(Stored data entries)
-.-.-

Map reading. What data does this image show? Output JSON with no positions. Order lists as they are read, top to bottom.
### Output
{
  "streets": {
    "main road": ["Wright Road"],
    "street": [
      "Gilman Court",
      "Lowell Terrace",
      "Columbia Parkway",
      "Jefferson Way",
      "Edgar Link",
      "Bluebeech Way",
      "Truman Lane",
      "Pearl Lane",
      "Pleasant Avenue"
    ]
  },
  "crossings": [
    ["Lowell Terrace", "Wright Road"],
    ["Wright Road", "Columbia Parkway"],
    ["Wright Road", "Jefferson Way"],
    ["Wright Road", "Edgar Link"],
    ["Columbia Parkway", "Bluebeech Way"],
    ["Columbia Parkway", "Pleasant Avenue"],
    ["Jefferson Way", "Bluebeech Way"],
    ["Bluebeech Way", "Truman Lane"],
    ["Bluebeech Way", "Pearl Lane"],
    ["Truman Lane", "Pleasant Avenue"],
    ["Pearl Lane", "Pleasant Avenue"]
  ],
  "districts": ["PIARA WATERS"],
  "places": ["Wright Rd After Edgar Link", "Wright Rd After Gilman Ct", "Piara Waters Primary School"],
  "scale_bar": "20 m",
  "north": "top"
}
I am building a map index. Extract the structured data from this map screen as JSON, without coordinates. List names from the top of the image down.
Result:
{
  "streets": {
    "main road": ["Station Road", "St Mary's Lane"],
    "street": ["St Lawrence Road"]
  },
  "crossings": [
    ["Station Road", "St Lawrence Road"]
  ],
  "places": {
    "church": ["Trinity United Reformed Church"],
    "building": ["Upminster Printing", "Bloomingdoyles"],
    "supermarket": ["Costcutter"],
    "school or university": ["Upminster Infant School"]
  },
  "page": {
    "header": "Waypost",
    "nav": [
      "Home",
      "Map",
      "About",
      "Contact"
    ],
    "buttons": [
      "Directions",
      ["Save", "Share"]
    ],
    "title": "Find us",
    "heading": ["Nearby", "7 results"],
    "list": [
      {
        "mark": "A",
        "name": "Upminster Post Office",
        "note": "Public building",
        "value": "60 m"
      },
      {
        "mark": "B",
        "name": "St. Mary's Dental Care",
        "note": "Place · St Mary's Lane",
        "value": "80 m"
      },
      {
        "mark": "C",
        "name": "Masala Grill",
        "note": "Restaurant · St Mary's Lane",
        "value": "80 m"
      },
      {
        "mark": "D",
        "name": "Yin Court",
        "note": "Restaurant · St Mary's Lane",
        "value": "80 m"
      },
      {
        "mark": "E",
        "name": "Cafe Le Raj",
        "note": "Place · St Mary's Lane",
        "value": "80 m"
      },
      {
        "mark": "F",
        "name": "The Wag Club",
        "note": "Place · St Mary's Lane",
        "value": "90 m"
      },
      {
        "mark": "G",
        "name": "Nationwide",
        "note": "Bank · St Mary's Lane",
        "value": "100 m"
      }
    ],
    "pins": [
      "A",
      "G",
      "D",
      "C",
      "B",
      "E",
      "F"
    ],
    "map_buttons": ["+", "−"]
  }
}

-.-.-

* [Prompt]: Exactly as shown, give every record again.

* [Exercise output]:
Map reading. What data does this image show? Output JSON with no positions. Order lists as they are read, top to bottom.
### Output
{
  "streets": {
    "main road": ["Wright Road"],
    "street": [
      "Gilman Court",
      "Lowell Terrace",
      "Columbia Parkway",
      "Jefferson Way",
      "Edgar Link",
      "Bluebeech Way",
      "Truman Lane",
      "Pearl Lane",
      "Pleasant Avenue"
    ]
  },
  "crossings": [
    ["Lowell Terrace", "Wright Road"],
    ["Wright Road", "Columbia Parkway"],
    ["Wright Road", "Jefferson Way"],
    ["Wright Road", "Edgar Link"],
    ["Columbia Parkway", "Bluebeech Way"],
    ["Columbia Parkway", "Pleasant Avenue"],
    ["Jefferson Way", "Bluebeech Way"],
    ["Bluebeech Way", "Truman Lane"],
    ["Bluebeech Way", "Pearl Lane"],
    ["Truman Lane", "Pleasant Avenue"],
    ["Pearl Lane", "Pleasant Avenue"]
  ],
  "districts": ["PIARA WATERS"],
  "places": ["Wright Rd After Edgar Link", "Wright Rd After Gilman Ct", "Piara Waters Primary School"],
  "scale_bar": "20 m",
  "north": "top"
}
I am building a map index. Extract the structured data from this map screen as JSON, without coordinates. List names from the top of the image down.
Result:
{
  "streets": {
    "main road": ["Station Road", "St Mary's Lane"],
    "street": ["St Lawrence Road"]
  },
  "crossings": [
    ["Station Road", "St Lawrence Road"]
  ],
  "places": {
    "church": ["Trinity United Reformed Church"],
    "building": ["Upminster Printing", "Bloomingdoyles"],
    "supermarket": ["Costcutter"],
    "school or university": ["Upminster Infant School"]
  },
  "page": {
    "header": "Waypost",
    "nav": [
      "Home",
      "Map",
      "About",
      "Contact"
    ],
    "buttons": [
      "Directions",
      ["Save", "Share"]
    ],
    "title": "Find us",
    "heading": ["Nearby", "7 results"],
    "list": [
      {
        "mark": "A",
        "name": "Upminster Post Office",
        "note": "Public building",
        "value": "60 m"
      },
      {
        "mark": "B",
        "name": "St. Mary's Dental Care",
        "note": "Place · St Mary's Lane",
        "value": "80 m"
      },
      {
        "mark": "C",
        "name": "Masala Grill",
        "note": "Restaurant · St Mary's Lane",
        "value": "80 m"
      },
      {
        "mark": "D",
        "name": "Yin Court",
        "note": "Restaurant · St Mary's Lane",
        "value": "80 m"
      },
      {
        "mark": "E",
        "name": "Cafe Le Raj",
        "note": "Place · St Mary's Lane",
        "value": "80 m"
      },
      {
        "mark": "F",
        "name": "The Wag Club",
        "note": "Place · St Mary's Lane",
        "value": "90 m"
      },
      {
        "mark": "G",
        "name": "Nationwide",
        "note": "Bank · St Mary's Lane",
        "value": "100 m"
      }
    ],
    "pins": [
      "A",
      "G",
      "D",
      "C",
      "B",
      "E",
      "F"
    ],
    "map_buttons": ["+", "−"]
  }
}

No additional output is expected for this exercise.